Extracted records >>
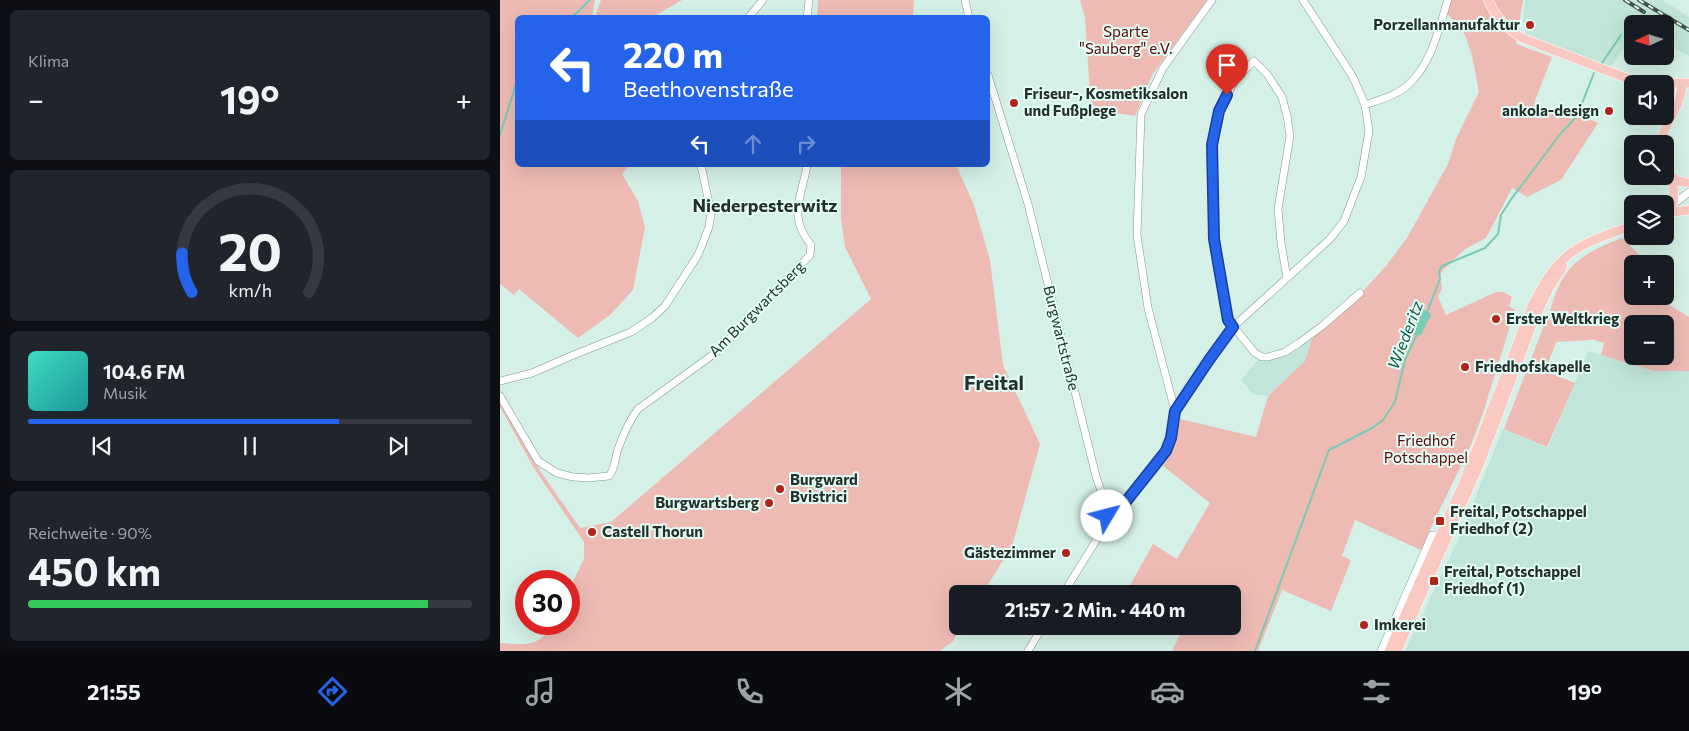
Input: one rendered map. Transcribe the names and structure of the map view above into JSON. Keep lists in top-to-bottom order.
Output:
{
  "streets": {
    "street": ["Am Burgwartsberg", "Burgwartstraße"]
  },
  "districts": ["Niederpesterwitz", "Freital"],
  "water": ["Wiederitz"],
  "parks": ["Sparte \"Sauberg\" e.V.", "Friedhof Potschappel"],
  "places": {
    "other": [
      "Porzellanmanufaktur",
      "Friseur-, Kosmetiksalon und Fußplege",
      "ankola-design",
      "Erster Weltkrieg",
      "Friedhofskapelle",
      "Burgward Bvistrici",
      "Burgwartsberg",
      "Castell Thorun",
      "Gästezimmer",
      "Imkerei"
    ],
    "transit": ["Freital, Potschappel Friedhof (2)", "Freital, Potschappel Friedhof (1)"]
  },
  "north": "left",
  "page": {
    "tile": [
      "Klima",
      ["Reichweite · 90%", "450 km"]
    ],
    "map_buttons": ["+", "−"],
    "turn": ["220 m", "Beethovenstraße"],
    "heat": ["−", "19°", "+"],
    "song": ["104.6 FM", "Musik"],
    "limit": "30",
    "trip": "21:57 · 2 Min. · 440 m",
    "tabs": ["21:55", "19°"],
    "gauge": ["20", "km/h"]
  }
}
--
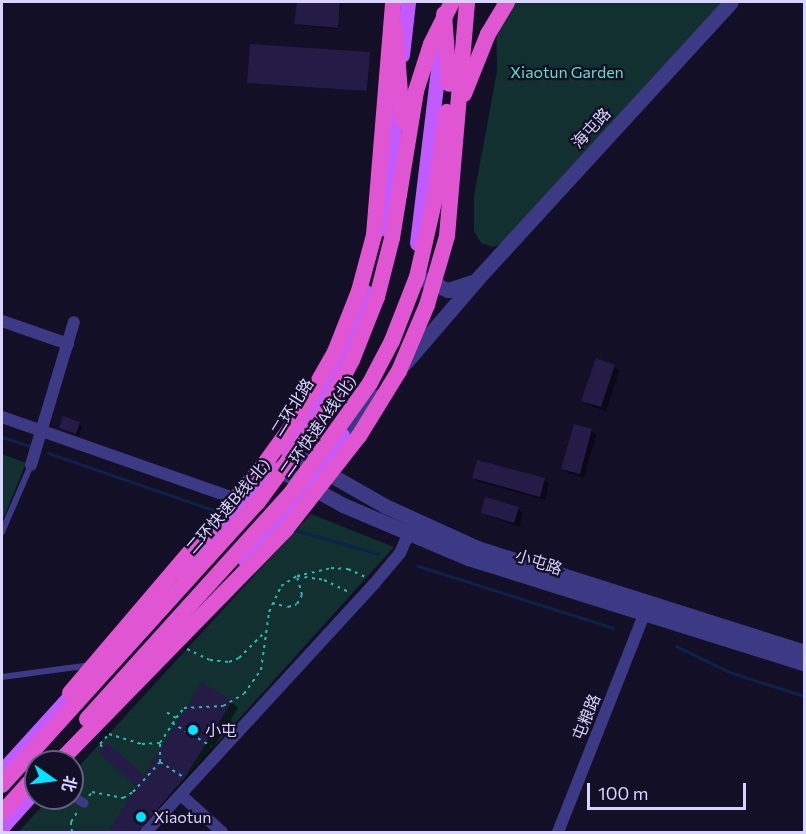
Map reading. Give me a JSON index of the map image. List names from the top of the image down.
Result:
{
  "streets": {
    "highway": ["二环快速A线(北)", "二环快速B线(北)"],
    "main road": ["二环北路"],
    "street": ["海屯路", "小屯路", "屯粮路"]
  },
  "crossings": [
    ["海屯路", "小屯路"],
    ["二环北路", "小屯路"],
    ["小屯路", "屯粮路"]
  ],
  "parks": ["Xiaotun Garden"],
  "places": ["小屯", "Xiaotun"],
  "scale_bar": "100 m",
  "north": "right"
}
---
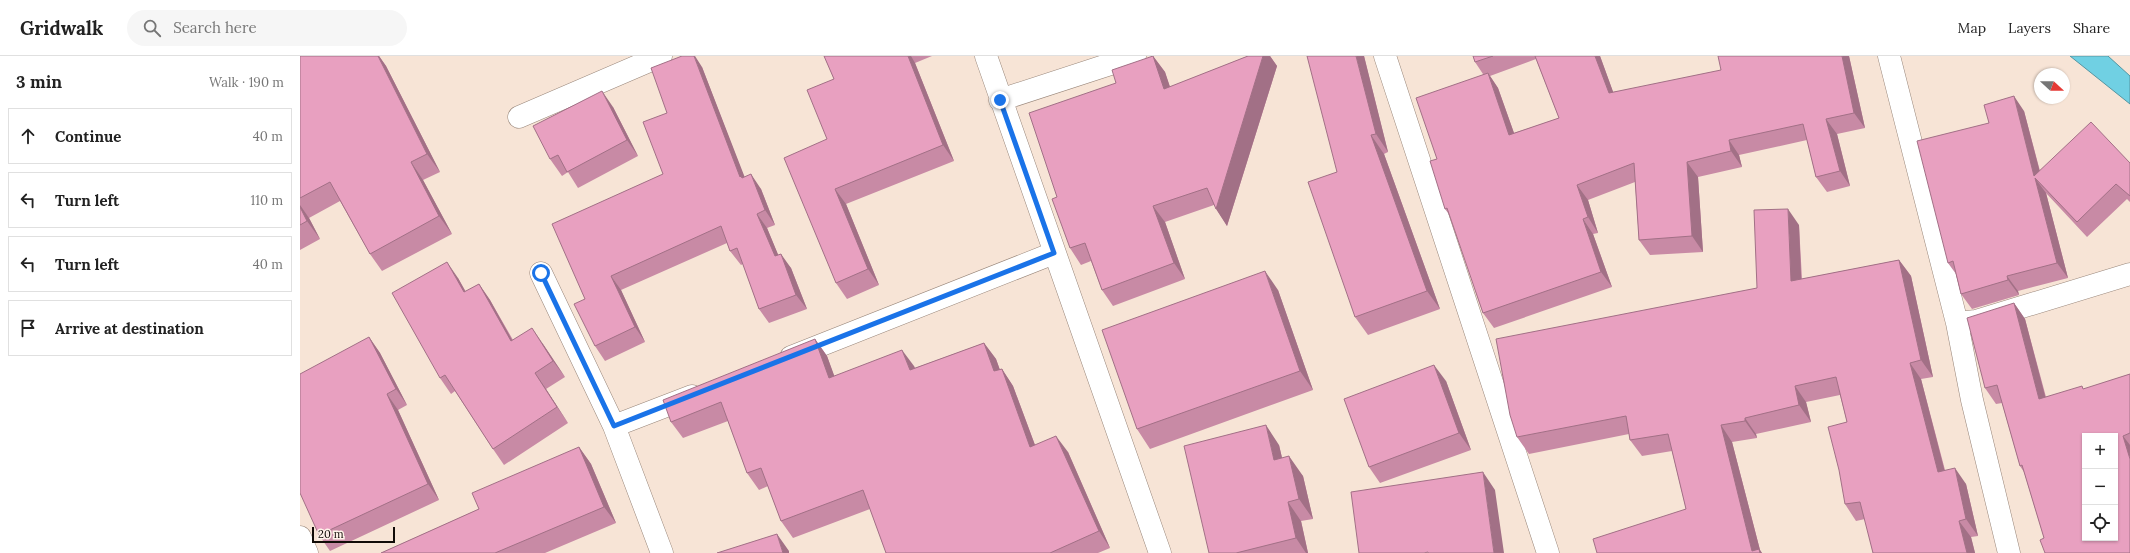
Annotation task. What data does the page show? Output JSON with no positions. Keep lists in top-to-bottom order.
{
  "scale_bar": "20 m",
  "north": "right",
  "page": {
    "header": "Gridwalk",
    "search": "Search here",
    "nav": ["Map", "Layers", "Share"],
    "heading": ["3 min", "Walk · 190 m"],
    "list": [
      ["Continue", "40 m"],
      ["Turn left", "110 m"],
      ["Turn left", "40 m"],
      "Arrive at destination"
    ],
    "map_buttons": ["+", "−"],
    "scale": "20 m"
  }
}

To do >> What lines hold the string "names"? Pick them out of the data.

Exercise output >>
Input: one rendered map. Transcribe the names and structure of the map view above into JSON. Keep lists in top-to-bottom order.
Map reading. Give me a JSON index of the map image. List names from the top of the image down.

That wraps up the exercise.